Sabato
Quase cem
anos, noventa e oito exactos, são os que hoje está cumprindo Ernesto Sabato, cujo
nome escutei pela primeira vez no velho Café
Chiado, em Lisboa, aí pelos remotos anos 50. Pronunciou-o um amigo que
inclinava os seus gostos literários para as então mal conhecidas literaturas
sul-americanas, ao passo que nós, os outros membros da tertúlia que ali nos
reunia ao fim da tarde, pendíamos, quase todos, para a doce e então ainda
imortal França, salvo algum excêntrico que se gabava de conhecer de cor e
salteado o que nos Estados Unidos se escrevia. A esse amigo, que acabei por perder
no caminho, devo a incipiente curiosidade que me levou a nomes como Julio Cortázar, Borges, Bioy Casares, Astúrias, Rómulo Gallegos, Carlos Fuentes, e tantos
outros que se me atropelam na memória quando os convoco. E havia Sabato. Por um
qualquer fenómeno acústico associei as três rápidas sílabas a um súbito golpe
de punhal. Conhecido como é o significado desta palavra italiana, a associação
haverá de parecer o que há de mais incongruente, mas as verdades são para se
dizerem, e esta é uma delas. El túnel
tinha sido publicado em 1948, mas eu não o havia lido. Nessa altura, com os
meus inocentes 26 anos, ainda seria muito o pão e o sal que teria de comer
antes de descobrir o caminho marítimo que haveria de conduzir-me a Buenos Aires… Foi aquele
meu inesquecível companheiro de mesa de café quem me proporcionou a leitura do
romance. Logo às primeiras páginas percebi até que ponto havia saído exacta a
ousada associação de ideias que me havia levado de um apelido a um punhal. As
leituras seguintes que fiz de Sabato, quer dos romances quer dos ensaios, só
viriam confirmar aquela minha intuição inicial, a de que me encontrava perante
um autor trágico e eminentemente lúcido que, além de ser capaz de abrir caminho
pelos corredores labirínticos do espírito dos leitores, não lhes consentia, nem
por um só instante, que desviassem os olhos dos mais obscuros recantos do ser.

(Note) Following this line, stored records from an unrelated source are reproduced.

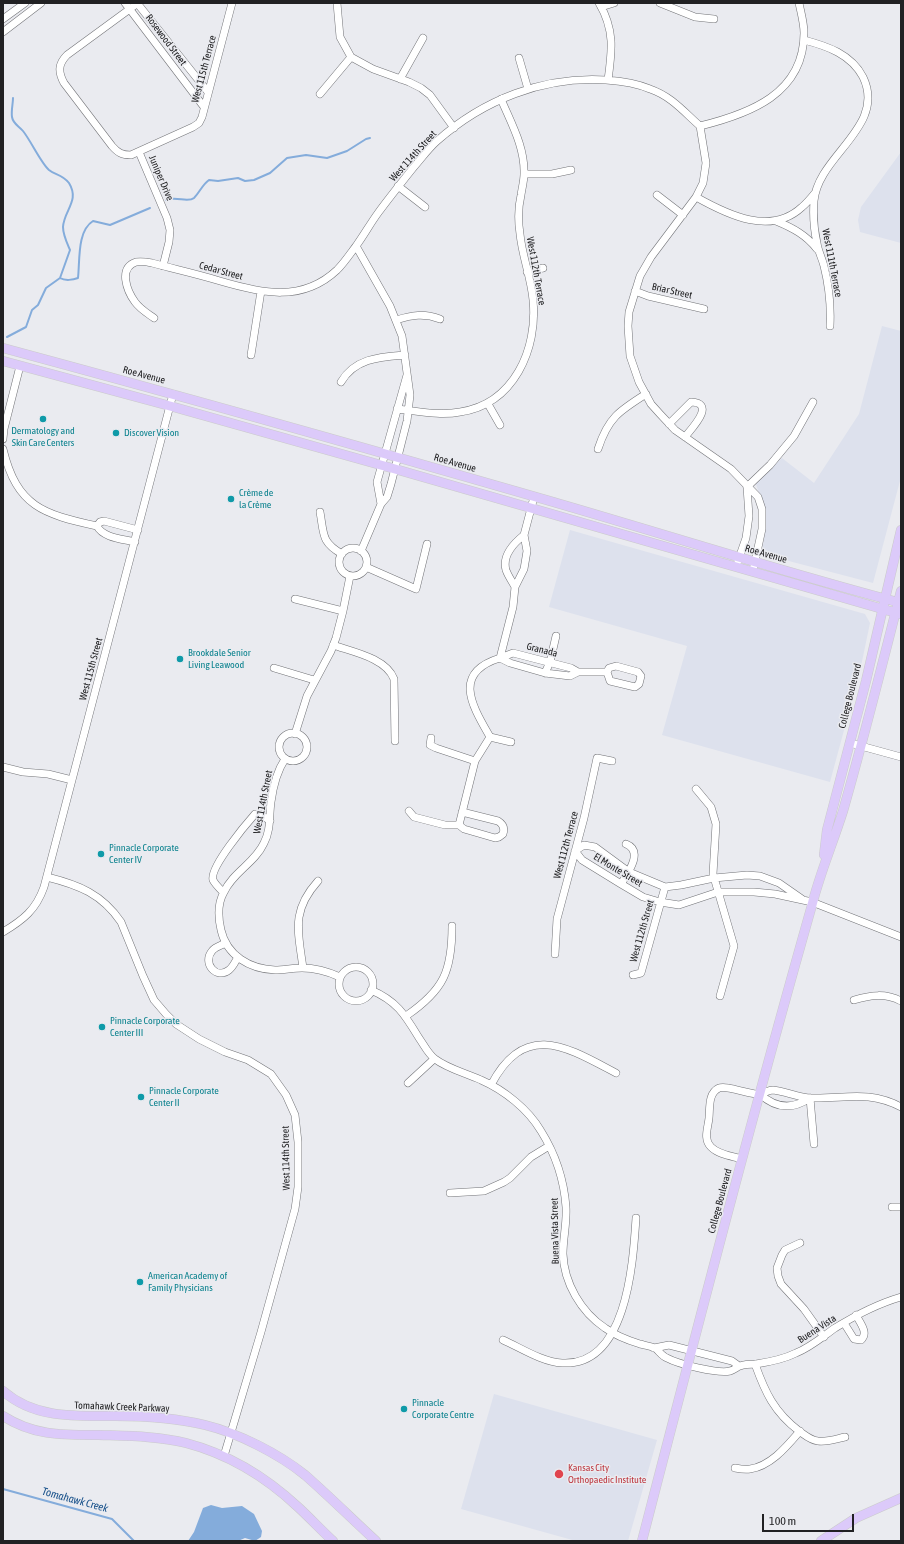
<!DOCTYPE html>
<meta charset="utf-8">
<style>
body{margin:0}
#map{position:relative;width:904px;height:1544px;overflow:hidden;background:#eaebf0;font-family:"Asap Condensed",sans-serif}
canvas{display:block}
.frame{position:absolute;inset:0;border:4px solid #212123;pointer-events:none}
.scale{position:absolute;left:762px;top:1514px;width:92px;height:18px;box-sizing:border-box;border:2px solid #212123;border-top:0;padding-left:5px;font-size:12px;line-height:14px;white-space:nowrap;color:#212123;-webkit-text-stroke:3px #eaebf0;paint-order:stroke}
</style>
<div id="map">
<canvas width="904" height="1544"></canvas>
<div class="frame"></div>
<div class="scale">100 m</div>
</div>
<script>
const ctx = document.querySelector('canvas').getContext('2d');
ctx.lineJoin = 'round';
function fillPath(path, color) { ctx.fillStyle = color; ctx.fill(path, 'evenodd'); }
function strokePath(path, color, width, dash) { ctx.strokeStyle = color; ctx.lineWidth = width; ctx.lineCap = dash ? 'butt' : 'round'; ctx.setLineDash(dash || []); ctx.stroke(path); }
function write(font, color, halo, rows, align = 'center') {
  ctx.font = font + ' "Asap Condensed",sans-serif'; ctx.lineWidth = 3; ctx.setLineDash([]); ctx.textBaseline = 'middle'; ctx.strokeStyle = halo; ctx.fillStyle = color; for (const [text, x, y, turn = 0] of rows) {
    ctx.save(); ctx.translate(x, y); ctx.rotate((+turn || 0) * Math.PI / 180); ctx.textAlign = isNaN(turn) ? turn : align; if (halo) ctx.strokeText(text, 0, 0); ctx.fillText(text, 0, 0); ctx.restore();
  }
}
fillPath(new Path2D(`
 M901 152V243L860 232 858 220 861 207Z
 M882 326 901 331V477L873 583 762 554 766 523 763 506 756 484 758 481 782 458 814 483 859 414Z
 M570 530 865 614 870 623 860 671 830 782 662 735 687 646 549 607Z
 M494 1394 657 1440 628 1541H576L461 1509Z`), '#dde1ed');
fillPath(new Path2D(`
 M211 1505 222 1508 242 1506 254 1514 262 1531 261 1537 255 1541 245 1538 238 1541H188L194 1532 203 1508Z`), '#84acdb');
strokePath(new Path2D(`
 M166 200C176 196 188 203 194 198 200 192 202 185 209 180L218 181 238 178 245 181 254 180 270 173 287 158 306 155 327 158 347 151 366 139 370 138
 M60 278C65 281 73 280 78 278 80 260 77 231 93 221L110 225 150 208
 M7 337 26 327 32 310 38 305 46 288 60 278 70 250C67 243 63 235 63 227 64 210 80 201 69 183 62 174 55 175 49 170 41 163 31 141 23 131 19 126 13 124 12 117 11 111 13 104 13 98
 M3 1489 112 1519 134 1541`), '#84acdb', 2);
const minor = new Path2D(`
 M125 3 204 107
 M137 3 208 92
 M138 3 67 55C58 64 58 72 64 83L112 146C118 153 122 155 131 155L193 127 199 123 202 117 232 3
 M337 3 340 37 351 57
 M599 3C615 30 612 51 608 80
 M660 3 695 17 714 19
 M601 7 614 3
 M3 19 25 3
 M3 32 41 3
 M804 40C827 46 851 54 863 77 887 127 818 155 814 201 813 214 814 230 817 243 818 251 822 258 824 266 829 286 831 306 830 326
 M351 57 373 69 409 82 421 88 430 95 454 128
 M519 58 528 89
 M400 79 423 38
 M320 94 351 57
 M700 126 706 163 703 183 696 197 651 257 640 276 629 312 628 326 630 356 639 382 651 404 660 414 675 430 731 469 758 497 762 509V529L754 566
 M700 126C749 114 804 94 804 33 804 23 801 13 799 3
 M139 152 167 218 170 230 169 242 163 266
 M524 174H552L571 170
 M398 186 425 207
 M657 195 683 215
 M696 197C728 215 771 236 802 207 807 203 811 198 815 193
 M776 221C793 228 806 235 817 249
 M527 272 543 268
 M635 291 648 296 704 309
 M154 318C147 313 140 309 135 302 127 291 118 268 136 262 141 261 147 262 152 263 174 269 197 274 220 281 261 293 302 303 337 270 344 263 350 254 356 246
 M396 320C412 315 424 313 440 319
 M251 355 261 291
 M341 382C355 358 380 357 405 355
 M488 404 500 425
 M397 409C418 411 440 416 460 412 514 404 538 349 533 300 531 277 522 256 520 234 518 221 518 208 521 195 522 188 524 181 524 174 525 147 511 123 501 99
 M669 424 691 402C717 403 691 429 685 437
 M3 439 4 429 20 366
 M3 449C17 507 43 514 97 526 103 538 123 539 135 542
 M598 449C608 418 619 411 646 394
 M747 487 770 465 794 436 813 402
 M381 504 377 482 407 375
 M320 512C324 534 321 542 342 554
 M97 526 100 522 104 521 138 530
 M339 562a14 14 0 1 1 28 0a14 14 0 1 1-28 0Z
 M361 551 381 504 387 497 391 484 407 421 410 395 402 336 390 306 356 246C364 235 370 224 378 213 389 198 401 183 413 168 421 159 428 149 437 141 483 100 543 76 606 80 621 81 636 83 650 89 671 96 684 112 700 126
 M738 561 746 538 749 516 747 487
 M366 567 416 589 427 544
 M515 587C512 581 508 576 506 570 502 556 514 543 524 535
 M295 599 343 611
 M333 645C353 652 386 658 394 679L395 741
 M500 658 510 663 545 673 570 676 578 672H607
 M500 658 513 653 571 668 578 672
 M616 666 638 672 641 676 639 684 635 687 610 681 607 672 609 668Z
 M274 668 314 680
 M545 673 550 662 556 636
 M279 747a14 14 0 1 1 28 0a14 14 0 1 1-28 0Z
 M295 734 307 696 331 651 336 638 343 611 350 576
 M490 737 511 742
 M431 738 430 745 436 748 475 761
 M850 743 901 757
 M285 759C277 771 273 787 271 802 269 816 271 830 264 843 255 863 233 872 224 892 217 904 218 917 221 930 227 956 250 969 275 970 284 970 293 968 302 968 315 968 329 972 340 977
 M3 767 23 772 48 774 72 780
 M696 789 711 807 716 824 713 874 734 946 720 996
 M409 811 414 817 445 825H459L464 829 495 838 499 837 503 834C505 828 503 824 498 821L462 812
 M459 825 475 761 490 737C473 707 451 673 500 658L513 607 515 587 524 569 527 551 524 535 534 497
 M47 877C79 885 102 894 121 922L143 976 154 1000 166 1014 176 1024 199 1039 225 1052 248 1060 271 1074 286 1095 295 1115 298 1142V1187L295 1209 261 1332 224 1456
 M621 884C628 873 644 851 626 844
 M223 892C220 889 215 884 213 880 209 868 247 823 255 814H260L270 821
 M802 899 779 883 760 876 747 875 714 878 681 885 665 887 629 872 595 847 584 845 575 851 582 860 621 884 643 897 660 902 679 905 718 892H754L775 894 812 902 901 937
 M3 932C23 920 36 910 44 887L173 394
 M226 943C222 945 215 947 212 951 202 963 216 980 229 970 233 967 235 962 238 957
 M555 954 557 919 584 818 597 758 612 761
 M339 984a17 17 0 1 1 34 0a17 17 0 1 1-34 0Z
 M303 968C298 931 291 911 318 881
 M633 975 641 973 665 887
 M371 990C397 1001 405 1015 419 1038 424 1045 428 1054 435 1059 448 1069 466 1073 481 1080 504 1090 528 1109 541 1131 556 1155 564 1180 566 1207 567 1223 563 1238 563 1254 564 1283 581 1312 605 1328 616 1336 627 1340 640 1344 644 1345 650 1346 655 1348 659 1351 662 1356 667 1358 678 1364 718 1374 730 1371 734 1370 737 1367 740 1366 745 1364 751 1364 756 1364 769 1362 784 1359 796 1353 811 1347 822 1337 835 1328 856 1315 877 1304 901 1297
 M854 1000C871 995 885 993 901 1001
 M406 1016C444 990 452 971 452 926
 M408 1083 434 1059
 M491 1085C525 1020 567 1047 616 1073
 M760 1094C775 1108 792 1110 810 1098
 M810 1098 814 1144
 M742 1159C732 1156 719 1155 711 1147 703 1139 708 1128 709 1118 710 1108 708 1093 719 1088 726 1085 748 1094 758 1094 763 1094 768 1090 773 1090 785 1091 799 1098 811 1098 845 1099 868 1090 901 1107
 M450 1193 484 1191 504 1182 510 1178 531 1157 549 1146
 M892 1207H901
 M800 1243 785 1250 782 1255 777 1268 778 1276 781 1284 804 1309 824 1337
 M844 1323 854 1339 861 1340C869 1333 860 1323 856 1315
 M503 1340C521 1348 542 1362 562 1363 627 1367 633 1263 636 1218
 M654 1348 669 1345 732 1361 739 1366
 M755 1364C765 1392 774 1412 799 1431 805 1435 810 1440 818 1441 828 1442 836 1439 845 1437
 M735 1468C740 1469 745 1470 750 1469 771 1466 787 1446 800 1431`);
const major = new Path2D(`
 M3 348C181 396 359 446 536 497 658 532 779 571 901 603
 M3 361 170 406 395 469 900 614
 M824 855 827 830 866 681 901 530
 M3 1391C35 1419 76 1416 115 1416 145 1416 176 1418 205 1425 238 1433 279 1454 305 1475 329 1496 352 1519 376 1541
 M3 1416C34 1436 63 1435 99 1435 128 1436 158 1436 186 1443 228 1454 267 1478 298 1507 310 1518 321 1530 333 1541
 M642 1541C697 1329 752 1116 812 905 820 873 833 843 843 811 864 738 882 665 901 591
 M821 1541 856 1518 901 1498`);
strokePath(minor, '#727377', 8);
strokePath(major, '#cacaca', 10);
strokePath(minor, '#fff', 7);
strokePath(major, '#dccafa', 9);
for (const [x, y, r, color] of [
 [43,419,4,"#0f9aa8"],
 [116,433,4,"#0f9aa8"],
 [231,499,4,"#0f9aa8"],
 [180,659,4,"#0f9aa8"],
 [101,854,4,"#0f9aa8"],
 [102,1027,4,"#0f9aa8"],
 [141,1097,4,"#0f9aa8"],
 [140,1282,4,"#0f9aa8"],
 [404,1409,4,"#0f9aa8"],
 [559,1474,5,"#e0444e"]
]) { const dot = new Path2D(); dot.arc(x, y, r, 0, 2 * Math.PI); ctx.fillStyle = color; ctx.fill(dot); strokePath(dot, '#eaebf0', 1.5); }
write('10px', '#212123', '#eaebf0', [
 ["Rosewood Street",166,40,53],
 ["West 115th Terrace",204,69,-75],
 ["West 114th Street",413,156,-48],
 ["Juniper Drive",161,178,67],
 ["West 111th Terrace",832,263,79],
 ["Cedar Street",221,271,15],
 ["West 112th Terrace",536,271,80],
 ["Briar Street",672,291,13],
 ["Roe Avenue",144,375,15],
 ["Roe Avenue",455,463,16],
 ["Roe Avenue",766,554,16],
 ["Granada",542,650,14],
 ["West 115th Street",91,669,-75],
 ["College Boulevard",850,696,-76],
 ["West 114th Street",263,802,-79],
 ["West 112th Terrace",566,845,-75],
 ["El Monte Street",618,870,31],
 ["West 112th Street",642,931,-74],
 ["West 114th Street",286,1158,-91],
 ["College Boulevard",720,1201,-75],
 ["Buena Vista Street",555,1231,-91],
 ["Buena Vista",817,1329,-33],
 ["Tomahawk Creek Parkway",122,1407,2]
]);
write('10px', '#0d838f', '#eaebf0', [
 ["Dermatology and",43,431,"center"],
 ["Skin Care Centers",43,443,"center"],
 ["Discover Vision",124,433],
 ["Crème de",239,493],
 ["la Crème",239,505],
 ["Brookdale Senior",188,653],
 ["Living Leawood",188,665],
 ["Pinnacle Corporate",109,848],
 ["Center IV",109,860],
 ["Pinnacle Corporate",110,1021],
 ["Center III",110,1033],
 ["Pinnacle Corporate",149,1091],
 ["Center II",149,1103],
 ["American Academy of",148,1276],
 ["Family Physicians",148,1288],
 ["Pinnacle",412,1403],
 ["Corporate Centre",412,1415]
], 'left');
write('10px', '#be3a42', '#eaebf0', [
 ["Kansas City",568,1468],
 ["Orthopaedic Institute",568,1480]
], 'left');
write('italic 11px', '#18518a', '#eaebf0', [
 ["Tomahawk Creek",75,1500,15]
]);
</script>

Leitura por isso difícil? Talvez, mas leitura fascinante entre todas. A
amálgama de surrealismo, existencialismo e psicanálise que constitui o suporte «doutrinário»

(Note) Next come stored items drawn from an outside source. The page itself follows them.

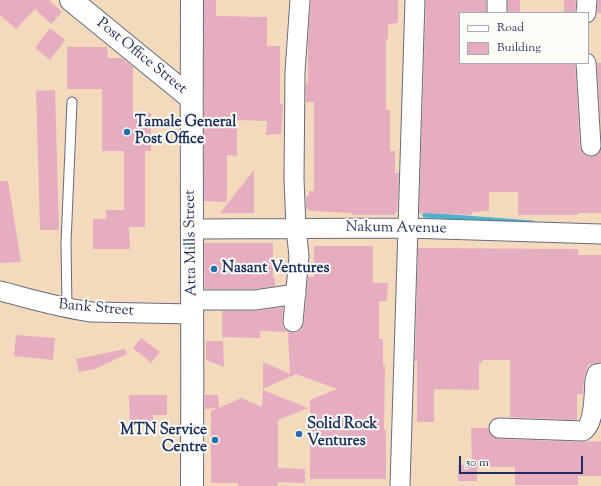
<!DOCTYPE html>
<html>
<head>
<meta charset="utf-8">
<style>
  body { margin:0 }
  #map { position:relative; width:601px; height:486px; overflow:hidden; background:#f4dabc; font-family:"Sorts Mill Goudy",serif }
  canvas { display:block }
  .legend { position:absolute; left:459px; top:12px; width:130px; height:52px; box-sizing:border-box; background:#fdfcf7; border:1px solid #a3aaba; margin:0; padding:5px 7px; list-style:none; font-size:12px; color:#1b2f5e }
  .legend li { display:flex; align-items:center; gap:8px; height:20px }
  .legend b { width:20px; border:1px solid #a3aaba }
  .scale { position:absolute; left:459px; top:456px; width:124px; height:18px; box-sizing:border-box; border:2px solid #1b2f5e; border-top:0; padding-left:5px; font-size:12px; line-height:14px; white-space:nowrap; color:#1b2f5e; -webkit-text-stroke:3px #fdfcf7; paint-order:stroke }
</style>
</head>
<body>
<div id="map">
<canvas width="601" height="486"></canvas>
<ul class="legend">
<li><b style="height:5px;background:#fff"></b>Road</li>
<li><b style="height:11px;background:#e6adc0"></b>Building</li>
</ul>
<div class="scale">50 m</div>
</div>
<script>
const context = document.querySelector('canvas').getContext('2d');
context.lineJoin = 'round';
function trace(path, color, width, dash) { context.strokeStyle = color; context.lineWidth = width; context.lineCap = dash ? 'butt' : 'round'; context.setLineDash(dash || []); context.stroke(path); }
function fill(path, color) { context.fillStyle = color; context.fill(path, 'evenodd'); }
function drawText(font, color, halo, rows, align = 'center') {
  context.font = font + ' "Sorts Mill Goudy",serif'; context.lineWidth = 4; context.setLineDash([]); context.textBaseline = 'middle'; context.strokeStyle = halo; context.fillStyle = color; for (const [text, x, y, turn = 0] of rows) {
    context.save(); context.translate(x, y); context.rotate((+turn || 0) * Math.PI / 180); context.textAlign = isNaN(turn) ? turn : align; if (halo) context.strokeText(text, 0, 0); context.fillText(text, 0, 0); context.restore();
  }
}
const stream = new Path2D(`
  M425 215 532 223`);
const building = new Path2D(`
  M0 0H49L62 12 51 24 35 9 16 29 0 15Z
  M204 0H216V16L267 17V46H280V104H283L281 134 266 135 267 121 237 120V156L227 155V202L204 201Z
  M311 0H398V23L388 24V39H386V110H390V151H395V173H399L397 212H395V215H352V213L309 211V209H306V196H309V191H314V102H306V83H308V39Z
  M426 0H486V13H460V63H575L580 147 582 152 586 156 591 157 597 155 601 150V213H578V215H518V192H489V211L472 212V215L419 213Z
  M508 0H520V13H508Z
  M564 0H576L575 13H564Z
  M598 0H601V13H597Z
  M50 28 65 40 50 60 35 48Z
  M67 47H107L108 58H122L133 67V114L151 113V151H145V227H129L130 249H93V219H106V210H124V151H102V89H67Z
  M597 63H601V129Z
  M55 90 59 230H40L36 91Z
  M254 170V213H220Z
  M0 181H8L21 262 0 263Z
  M204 243H273V278H275V286L254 289H205Z
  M314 246H373V283H388L387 301H379V339H383V366H385L384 430H386V479H310V400L337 389 296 374 263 389V362L290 374 288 332 260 331V338L222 337V311H255L283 307 282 321 283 327 286 331 292 333 298 332 302 329 304 323 308 277H314Z
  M418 248 578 249V255H601V362L588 365 584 379 583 394H577V420L510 417V360H482V363H479V390L434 389V422H417V361H415Z
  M16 335 55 338 53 360 14 356Z
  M141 338 160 352 151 363 133 348Z
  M206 341H223L224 367 206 360Z
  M125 349 127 354 95 369 79 372 76 359Z
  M263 390 308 408 278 420V468L305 469V483L278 482 277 486H238V483H211V411L217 408 205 409V395H218L219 408 241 398 262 407Z
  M129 395H167V415H153L154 425 130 426Z
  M471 428H488L490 433 493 437 499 439 583 442 601 441V476H578V485H515V467H477V481H458V465H472Z`);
const service = new Path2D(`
  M67 308 66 243 72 102`);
const minor = new Path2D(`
  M497 0V13
  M586 13 587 0
  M586 63 591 146
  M192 229 408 228 601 234
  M0 291C31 299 60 308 92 312L193 314
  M193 300H255L296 294
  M293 322 299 256 296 228 294 179 295 72 300 0
  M499 428 583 431C595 424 594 393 595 380L597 374 601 373
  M400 486 415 0`);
const tertiary = new Path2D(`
  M71 0 191 98
  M192 486C193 324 191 162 192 0`);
const markers = [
  [127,132,4,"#1f6fb2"],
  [214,269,4,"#1f6fb2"],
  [299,434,4,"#1f6fb2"],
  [215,440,4,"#1f6fb2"]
];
const streetNames = [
  ["Post Office Street",141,57,39],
  ["Nakum Avenue",396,229,1],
  ["Atta Mills Street",192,243,-91],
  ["Bank Street",96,309,5]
];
const poiNames = [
  ["Tamale General",135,123],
  ["Post Office",135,140],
  ["Nasant Ventures",222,269],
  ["Solid Rock",307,425],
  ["Ventures",307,442],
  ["MTN Service",207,431,"right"],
  ["Centre",207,448,"right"]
];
trace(stream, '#4cb4ca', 5);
fill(building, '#e6adc0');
trace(service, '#676b7f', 11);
trace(minor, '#676b7f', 21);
trace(tertiary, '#676b7f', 24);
trace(service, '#fff', 9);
trace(minor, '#fff', 19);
trace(tertiary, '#fff', 22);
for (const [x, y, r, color] of markers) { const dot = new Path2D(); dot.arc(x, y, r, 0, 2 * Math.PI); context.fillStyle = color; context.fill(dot); trace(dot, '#fdfcf7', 1.5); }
drawText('15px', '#1b2f5e', '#fdfcf7', streetNames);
drawText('bold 15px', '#1b2f5e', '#fdfcf7', poiNames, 'left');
</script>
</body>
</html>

das ficções do autor de Sobre
héroes y tumbas, não nos deveria fazer esquecer que este autoproclamado
«inimigo» da razão que se chama Ernesto Sabato é à falível e humilde razão
humana que acabará por apelar quando os seus próprios olhos se enfrentarem a
esse outro apocalipse que foi a sangrenta repressão sofrida pelo povo
argentino. Romances que se reportam a épocas historicamente determinadas e a
lugares objectivamente definidos, El túnel, Sobre
héroes y tumbas, Abbadón el
exterminador não fazem ouvir somente o grito de uma consciência
afligida pela sua própria impotência e a visão profética de uma sibila a quem o
futuro aterra, também nos avisam de que, tal como Goya (mais conhecido como pintor
que como filósofo…) já havia deixado constância na famosa gravura dos Caprichos:
foi sempre do sono da razão que nasceu, cresceu e prosperou a inumana
genealogia dos monstros.
Querido
Ernesto, é entre o temor e o tremor que decorrem as nossas vidas, e a tua não
podia ser excepção. Mas talvez não se encontre nos dias de hoje uma situação
tão dramática como a tua, a de alguém que, sendo tão humano, se nega a absolver
a sua própria espécie, alguém que a si próprio não perdoará nunca a sua
condição de homem. Nem todos te agradecerão a violência. Eu peço-te que não a
desarmes. Cem anos, quase. Estou certo de que ao século que acabou se virá a
chamar também o século de Sabato, como o de Kafka ou o de Proust.